Can you copy out the data exactly? Leave the images out.

*** DATA BELOW ***

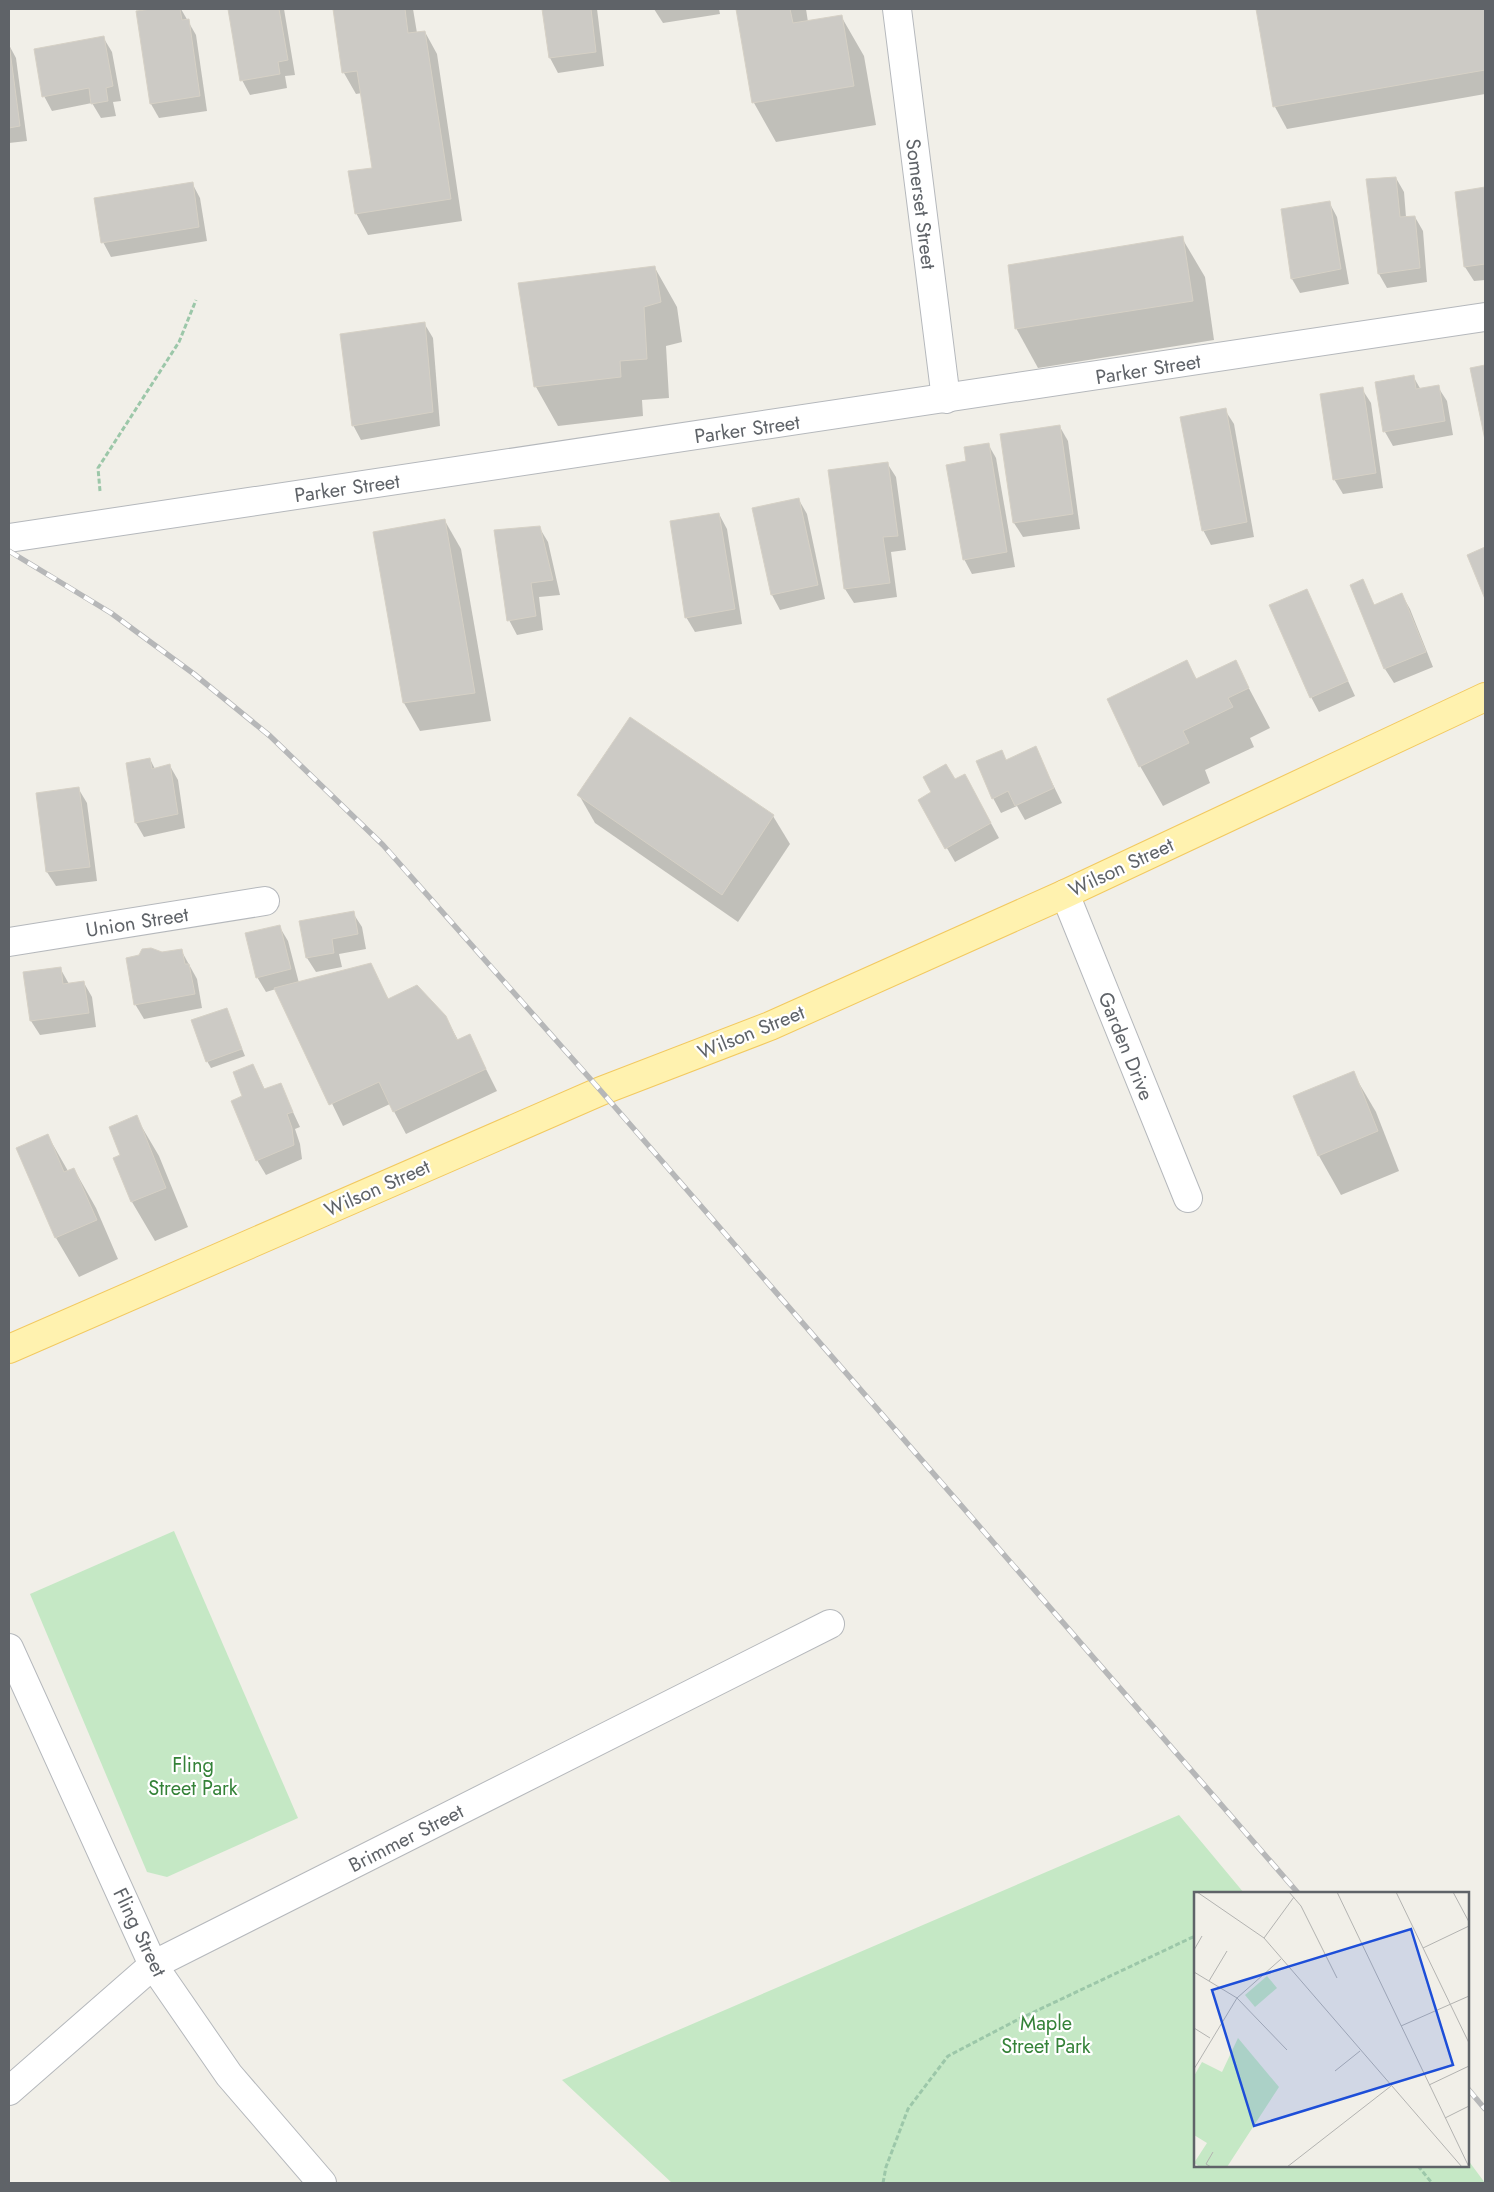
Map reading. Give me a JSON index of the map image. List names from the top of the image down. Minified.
{"streets":{"main road":["Wilson Street"],"street":["Somerset Street","Parker Street","Union Street","Garden Drive","Brimmer Street","Fling Street"]},"crossings":[["Somerset Street","Parker Street"],["Wilson Street","Garden Drive"],["Brimmer Street","Fling Street"]],"parks":["Fling Street Park","Maple Street Park"]}
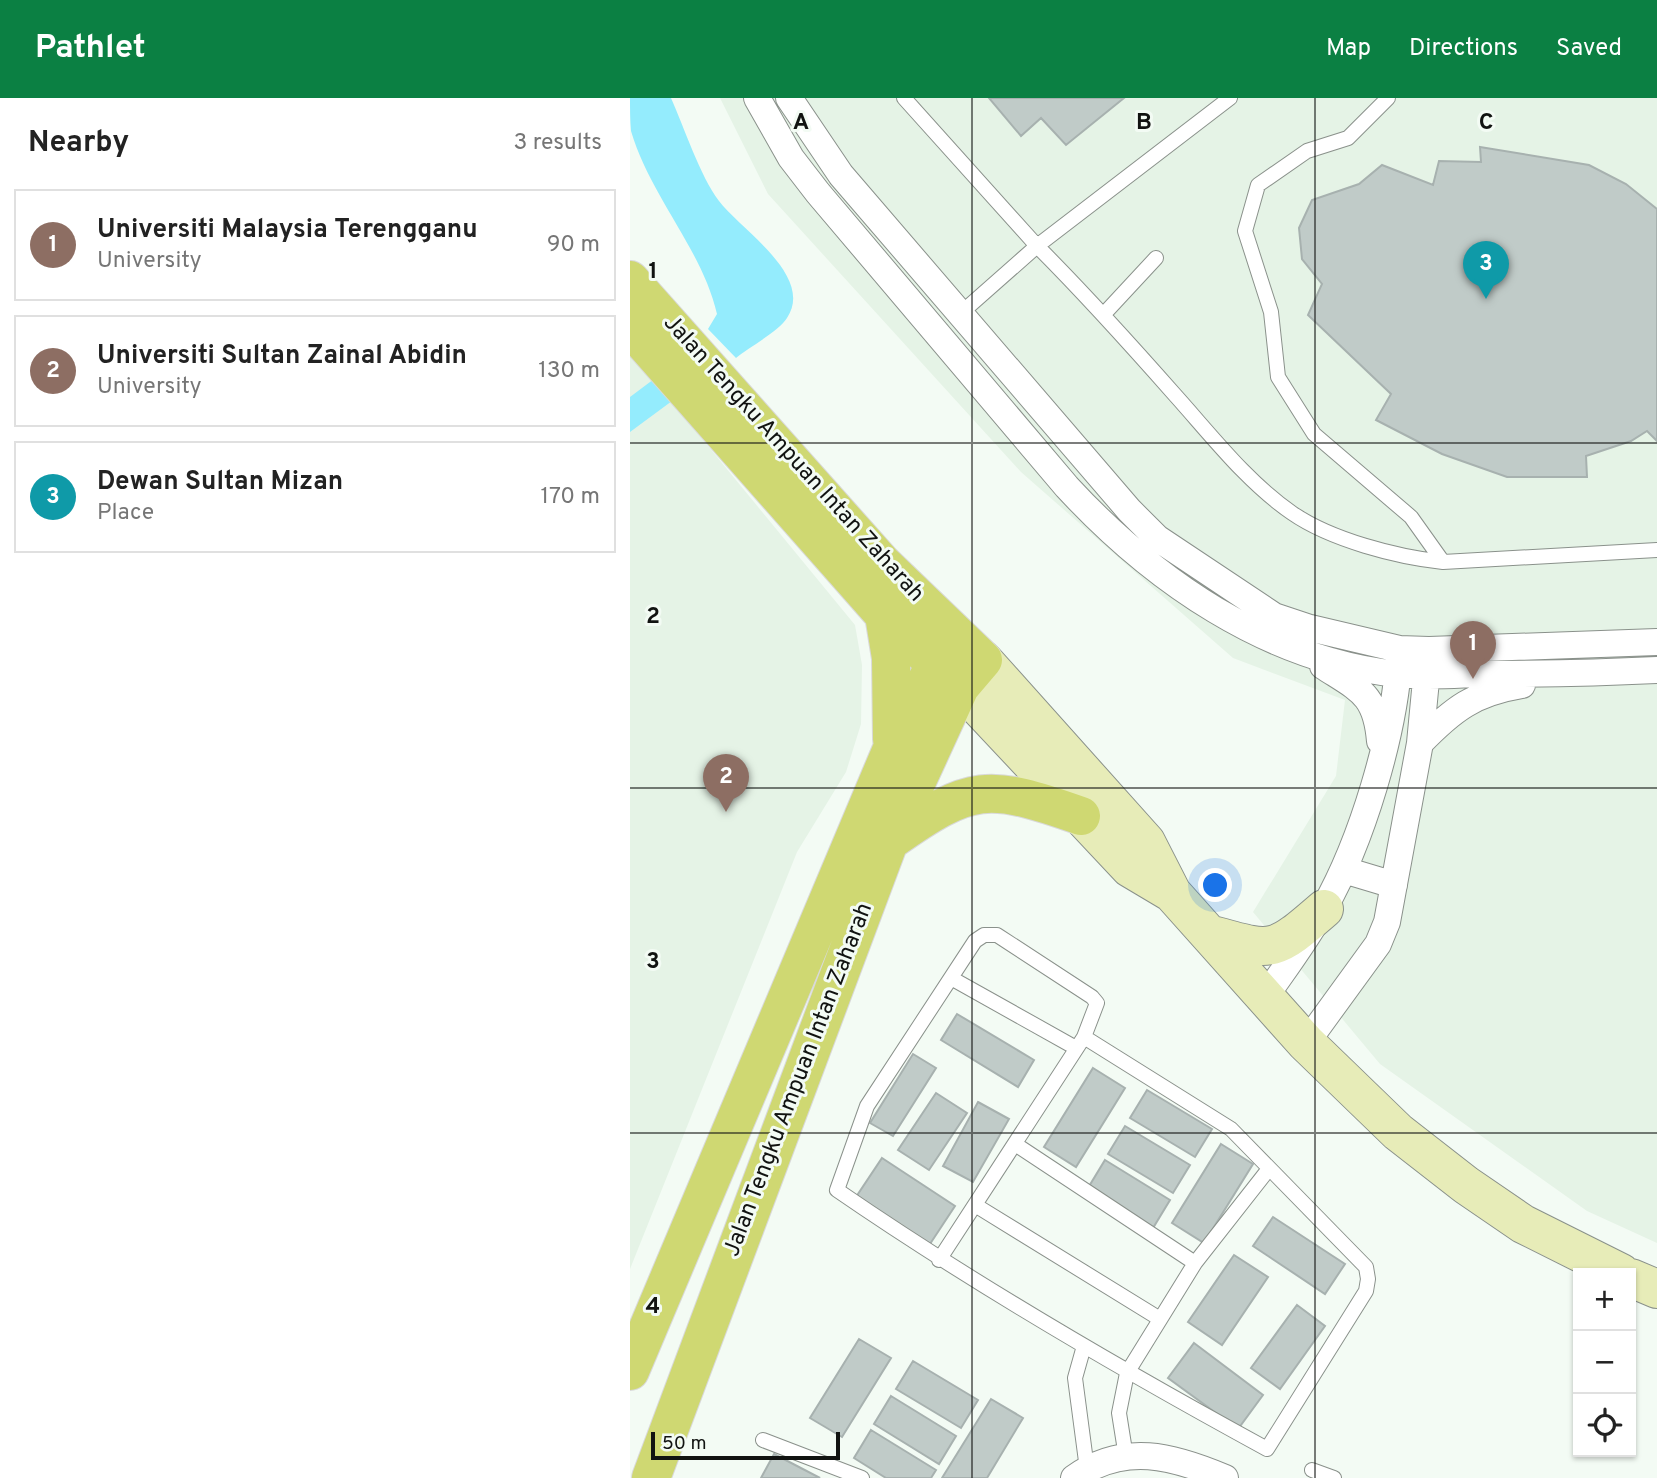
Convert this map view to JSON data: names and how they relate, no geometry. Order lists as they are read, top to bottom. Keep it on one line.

*** End of DATA BELOW ***

_ANSWER SPACE_.
Map reading. Give me a JSON index of the map image. List names from the top of the image down. Minified.
{"streets":{"main road":["Wilson Street"],"street":["Somerset Street","Parker Street","Union Street","Garden Drive","Brimmer Street","Fling Street"]},"crossings":[["Somerset Street","Parker Street"],["Wilson Street","Garden Drive"],["Brimmer Street","Fling Street"]],"parks":["Fling Street Park","Maple Street Park"]}
Convert this map view to JSON data: names and how they relate, no geometry. Order lists as they are read, top to bottom. Keep it on one line.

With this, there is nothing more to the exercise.